Skip all pictures. Write out the data below from its first line through the line that contains "position:absolute; left:453px; top:18px;".

- **Material supplied**
--------

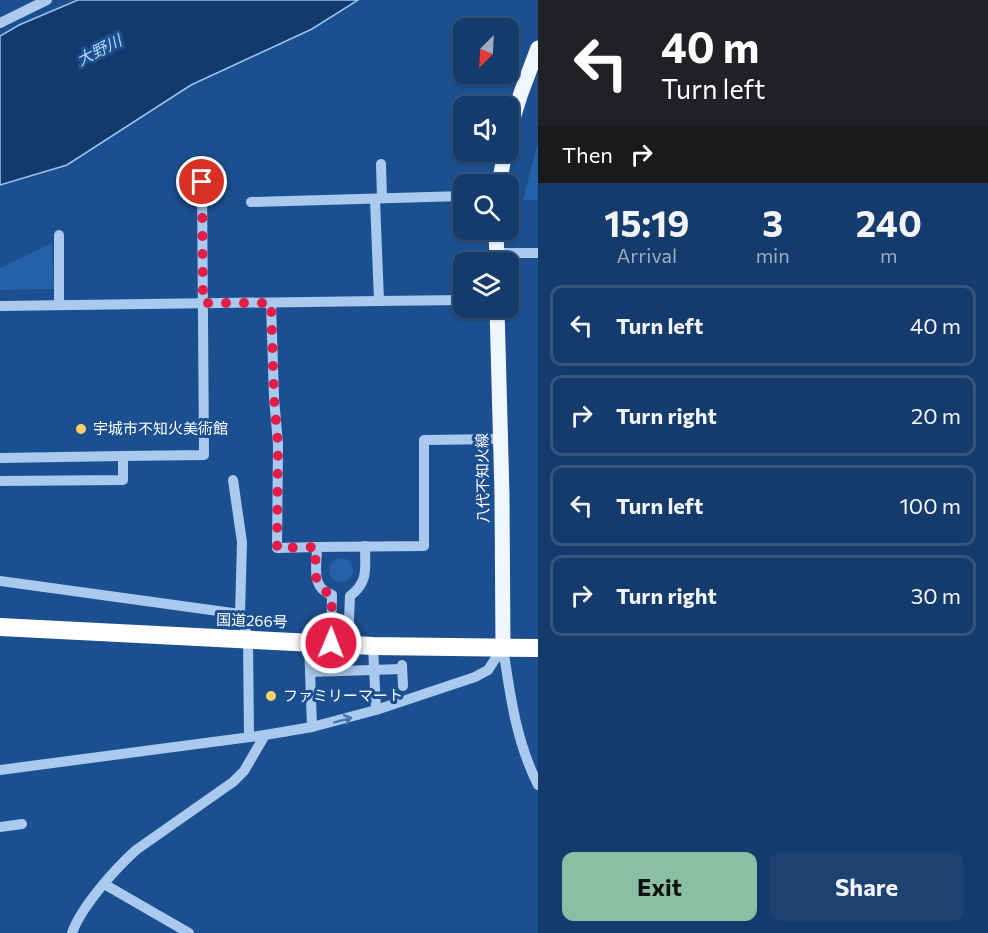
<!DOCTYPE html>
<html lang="en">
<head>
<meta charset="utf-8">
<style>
  body { margin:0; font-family:Commissioner,"Noto Sans JP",sans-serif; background:#1d4271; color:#f1f3f6; height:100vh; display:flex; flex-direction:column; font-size:22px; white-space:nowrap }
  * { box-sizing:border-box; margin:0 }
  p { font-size:20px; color:#9dadc1 }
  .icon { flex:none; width:33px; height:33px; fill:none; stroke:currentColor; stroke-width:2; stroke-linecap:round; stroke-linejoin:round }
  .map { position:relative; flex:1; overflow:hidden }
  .panel { display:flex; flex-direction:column; background:#143b6b; width:450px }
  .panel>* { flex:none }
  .hud { background:#202124; color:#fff; overflow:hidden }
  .needle { width:39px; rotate:204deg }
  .controls { position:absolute; left:453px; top:18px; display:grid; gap:12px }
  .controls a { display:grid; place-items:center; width:66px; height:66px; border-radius:12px; background:#143b6b; box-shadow:0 2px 4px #0004,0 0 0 2px #33557e; font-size:30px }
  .pin { position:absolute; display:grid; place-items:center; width:51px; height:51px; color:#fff; margin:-26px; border:3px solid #fff; border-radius:50%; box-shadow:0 2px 6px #0007 }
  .me { position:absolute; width:66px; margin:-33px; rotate:1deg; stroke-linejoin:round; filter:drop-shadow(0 0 4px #0008) }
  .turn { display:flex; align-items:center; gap:21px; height:126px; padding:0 24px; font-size:27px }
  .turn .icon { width:78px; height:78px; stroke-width:2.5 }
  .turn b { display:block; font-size:42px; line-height:51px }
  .then { display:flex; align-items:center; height:57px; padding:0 24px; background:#0003; gap:12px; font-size:22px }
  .eta { display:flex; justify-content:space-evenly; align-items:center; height:102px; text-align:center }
  .eta b { font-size:36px; font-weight:700; line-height:42px }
  .action { display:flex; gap:12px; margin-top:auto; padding:12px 24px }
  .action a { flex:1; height:69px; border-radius:12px; background:#8abfa5; color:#111; font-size:24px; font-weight:700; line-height:69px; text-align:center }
  .action a+a { background:#1d4271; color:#f1f3f6 }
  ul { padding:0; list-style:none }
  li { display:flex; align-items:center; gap:18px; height:81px; margin:0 12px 9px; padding:0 12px; border:3px solid #33557e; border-radius:12px }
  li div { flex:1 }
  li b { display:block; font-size:22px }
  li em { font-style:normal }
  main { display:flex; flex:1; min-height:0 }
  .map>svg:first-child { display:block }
  .green { fill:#2461a8 }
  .water { fill:#123a6d; stroke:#9cc4f0; stroke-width:1.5 }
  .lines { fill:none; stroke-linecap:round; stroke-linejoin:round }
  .minor { stroke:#a9c9ee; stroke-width:10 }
  .major { stroke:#f0f6ff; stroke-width:15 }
  .highway { stroke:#fff; stroke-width:18 }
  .oneway { stroke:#4674ac }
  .route { stroke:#e11d48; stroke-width:10; stroke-dasharray:0 18 }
  .poi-dot { fill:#ffd166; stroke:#1b4f8f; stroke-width:2 }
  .labels { text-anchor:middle; stroke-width:6; stroke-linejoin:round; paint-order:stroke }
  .poi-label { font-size:15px; fill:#fff; stroke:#1b4f8f; text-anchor:start }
  .street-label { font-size:15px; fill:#fff; stroke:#1b4f8f }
  .water-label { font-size:16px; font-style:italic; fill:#b5d3f5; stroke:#1b4f8f }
</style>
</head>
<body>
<main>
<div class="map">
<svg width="538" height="933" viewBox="0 0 538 933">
  <rect width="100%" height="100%" fill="#1b4f8f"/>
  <g class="green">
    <polygon points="538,143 538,200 523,200"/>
    <polygon points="52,243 54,289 0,290 0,268"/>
    <circle cx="341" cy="570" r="12"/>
  </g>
  <polygon class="water" points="78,0 358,0 312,29 191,85 67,165 0,185 0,36 19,25"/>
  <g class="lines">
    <g class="minor">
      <polyline points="0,23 47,0"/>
      <polyline points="381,164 382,198"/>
      <polyline points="375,199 379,301 464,300"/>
      <polyline points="251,202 464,196"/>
      <polyline points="497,253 538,253"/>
      <polyline points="271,303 274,398 278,444 277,548 317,547"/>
      <polyline points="59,304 59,235"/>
      <polyline points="0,306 379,301"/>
      <polyline points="0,458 123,456"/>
      <polyline points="233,480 242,542 240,614"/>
      <polyline points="0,481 123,480 123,456 204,455 202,182"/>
      <polyline points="0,581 240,614 248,638 249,737"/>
      <polyline points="309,642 312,727"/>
      <path d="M331,643L332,595C310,587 317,566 317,547L424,546V440L501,439"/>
      <path d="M348,644L350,596C369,582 365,568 365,546"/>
      <polyline points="373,646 376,710"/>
      <path d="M503,647C510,695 516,741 538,785"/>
      <polyline points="402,665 403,686"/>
      <polyline points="310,672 402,669"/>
      <polyline points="0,770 265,735 312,727 376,710 475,677 488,670 503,647"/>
      <polyline points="0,827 22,824"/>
      <polyline points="104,884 189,933"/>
      <path d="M72,933C81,907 115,869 136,850L233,782L244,771L265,735"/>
    </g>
    <g class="major">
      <polyline points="508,134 521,93 538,48"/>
      <polyline points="499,184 505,152"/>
      <polyline points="496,230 497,262"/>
      <polyline points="497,308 502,495 503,647"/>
    </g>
    <polyline class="highway" points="0,627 373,646 538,648"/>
  </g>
  <defs><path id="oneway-shaft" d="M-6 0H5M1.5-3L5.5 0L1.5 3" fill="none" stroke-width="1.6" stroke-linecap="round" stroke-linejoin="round" transform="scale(1.5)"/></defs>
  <use class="oneway" href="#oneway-shaft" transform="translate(343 720) rotate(-15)"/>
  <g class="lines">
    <path class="route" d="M202,182L203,303H271L274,398L278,444L277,548L316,547C316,566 310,586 332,595L331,643"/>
  </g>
  <g class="poi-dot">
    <circle cx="81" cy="429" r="6"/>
    <circle cx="271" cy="696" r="6"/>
  </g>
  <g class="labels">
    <g class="poi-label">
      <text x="93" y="434">宇城市不知火美術館</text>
      <text x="283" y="701">ファミリーマート</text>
    </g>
    <g class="street-label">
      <text transform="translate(483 478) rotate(-91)" y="5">八代不知火線</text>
      <text transform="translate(252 621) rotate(2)" y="5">国道266号</text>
    </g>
    <g class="water-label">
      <text transform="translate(99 50) rotate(-27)" y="6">大野川</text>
    </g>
  </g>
</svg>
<div class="controls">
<a><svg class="needle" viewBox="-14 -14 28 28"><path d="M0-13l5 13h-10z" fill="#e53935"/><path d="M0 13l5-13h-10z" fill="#9dadc1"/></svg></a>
<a><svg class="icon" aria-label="sound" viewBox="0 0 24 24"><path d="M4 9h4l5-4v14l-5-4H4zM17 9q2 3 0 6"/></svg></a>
<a><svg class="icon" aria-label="search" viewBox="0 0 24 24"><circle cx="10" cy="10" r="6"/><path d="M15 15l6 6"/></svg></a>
<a><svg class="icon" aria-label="layers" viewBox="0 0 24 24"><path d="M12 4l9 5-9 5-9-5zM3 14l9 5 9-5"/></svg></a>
</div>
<div class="pin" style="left:202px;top:182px;background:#d93025"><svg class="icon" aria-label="arrive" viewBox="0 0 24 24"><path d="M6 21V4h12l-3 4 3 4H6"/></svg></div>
<svg class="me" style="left:331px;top:643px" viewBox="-20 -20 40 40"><circle r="17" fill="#e11d48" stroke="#fff" stroke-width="3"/><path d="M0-11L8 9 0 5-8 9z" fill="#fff"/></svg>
</div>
<section class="panel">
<div class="hud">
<div class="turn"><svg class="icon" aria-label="left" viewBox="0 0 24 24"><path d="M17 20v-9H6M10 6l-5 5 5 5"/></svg><div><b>40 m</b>Turn left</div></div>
<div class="then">Then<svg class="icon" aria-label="right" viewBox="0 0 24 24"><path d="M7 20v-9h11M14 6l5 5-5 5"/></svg></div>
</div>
<div class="eta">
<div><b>15:19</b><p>Arrival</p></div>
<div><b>3</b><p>min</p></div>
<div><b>240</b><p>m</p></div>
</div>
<ul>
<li><svg class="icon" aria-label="left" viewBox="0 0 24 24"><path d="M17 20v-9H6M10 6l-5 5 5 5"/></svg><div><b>Turn left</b></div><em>40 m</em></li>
<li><svg class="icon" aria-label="right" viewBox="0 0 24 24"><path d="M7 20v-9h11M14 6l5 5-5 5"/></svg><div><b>Turn right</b></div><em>20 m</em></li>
<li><svg class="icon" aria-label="left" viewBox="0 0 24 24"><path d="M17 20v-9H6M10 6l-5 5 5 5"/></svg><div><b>Turn left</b></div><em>100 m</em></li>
<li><svg class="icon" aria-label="right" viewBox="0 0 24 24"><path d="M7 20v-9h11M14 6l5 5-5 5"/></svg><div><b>Turn right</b></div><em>30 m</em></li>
</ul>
<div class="action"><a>Exit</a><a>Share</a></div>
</section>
</main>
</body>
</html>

--------

- **Answer for this exercise**
<!DOCTYPE html>
<html lang="en">
<head>
<meta charset="utf-8">
<style>
  body { margin:0; font-family:Commissioner,"Noto Sans JP",sans-serif; background:#1d4271; color:#f1f3f6; height:100vh; display:flex; flex-direction:column; font-size:22px; white-space:nowrap }
  * { box-sizing:border-box; margin:0 }
  p { font-size:20px; color:#9dadc1 }
  .icon { flex:none; width:33px; height:33px; fill:none; stroke:currentColor; stroke-width:2; stroke-linecap:round; stroke-linejoin:round }
  .map { position:relative; flex:1; overflow:hidden }
  .panel { display:flex; flex-direction:column; background:#143b6b; width:450px }
  .panel>* { flex:none }
  .hud { background:#202124; color:#fff; overflow:hidden }
  .needle { width:39px; rotate:204deg }
  .controls { position:absolute; left:453px; top:18px; display:grid; gap:12px }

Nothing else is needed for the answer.